When I started my business—many more years ago than I care to admit—I didn’t have clients. I decided to send out cold marketing letters. As I licked the stamp and sent them off—yes, it was that long ago—I spoke my intentions to obtain assignments with companies where my expertise would make a difference. The result? My client list includes Johnson & Johnson, Pepsico, Adobe, Omnicom Worldwide, and Allergan to name a few all a result of cold marketing letters! Attracting customers of this ilk shortened the startup and the ultimate success of my company.
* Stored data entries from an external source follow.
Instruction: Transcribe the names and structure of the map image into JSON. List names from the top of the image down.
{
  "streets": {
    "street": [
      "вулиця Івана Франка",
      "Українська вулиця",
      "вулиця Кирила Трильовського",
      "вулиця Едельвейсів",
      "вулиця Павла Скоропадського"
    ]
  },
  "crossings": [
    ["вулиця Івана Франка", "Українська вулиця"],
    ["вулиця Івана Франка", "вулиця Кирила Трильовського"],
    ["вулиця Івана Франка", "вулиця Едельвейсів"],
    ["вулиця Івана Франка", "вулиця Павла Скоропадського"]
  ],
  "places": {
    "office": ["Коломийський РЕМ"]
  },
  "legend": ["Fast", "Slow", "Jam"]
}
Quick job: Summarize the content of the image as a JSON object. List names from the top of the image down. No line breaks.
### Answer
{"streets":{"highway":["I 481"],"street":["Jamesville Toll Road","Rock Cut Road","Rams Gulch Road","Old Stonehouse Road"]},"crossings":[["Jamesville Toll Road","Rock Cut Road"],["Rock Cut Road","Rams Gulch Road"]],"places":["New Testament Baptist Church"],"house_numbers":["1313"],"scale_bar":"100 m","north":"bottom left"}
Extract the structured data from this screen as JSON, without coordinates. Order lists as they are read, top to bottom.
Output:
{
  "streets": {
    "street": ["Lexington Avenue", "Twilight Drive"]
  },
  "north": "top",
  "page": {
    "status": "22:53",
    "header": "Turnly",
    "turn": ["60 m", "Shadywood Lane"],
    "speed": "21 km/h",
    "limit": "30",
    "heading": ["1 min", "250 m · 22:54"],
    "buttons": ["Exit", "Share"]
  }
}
What intentions can you begin creating for your workload that will improve results as well as give you time back every day?

Your Brain Is Lying to You When It Comes to Productivity: As hard as it is to believe, it’s not the number of hours you work that determines the value created rather it is the energy you bring to the hours you work. Intermittent renewal fuels high productivity. Research reveals that your brain can only remain focused for 90 to 120 minutes at a time before it needs to take a break. Stop working, sit still or stroll around the building, and become present to what you’re experiencing physically and mentally. Let go of your concerns and activities for a few minutes as you move into stillness.

Determine to gift yourself with time throughout the day for periodic renewal; and reward yourself with higher levels of productivity, which in turn will have you experiencing more time in your day. As an extra bonus, studies demonstrate downtime often aids your brain in solving complex issues.

Managing time isn’t about squeezing everything that can possible by squeezed into your day, it is about getting clear about where and how to spend your time. Keep in mind; those who manage time well are rated more highly in the organization, and thus, receive career advancement when others aren’t. Go forth and TimeShift your way to a successful, productive, and relaxing workday.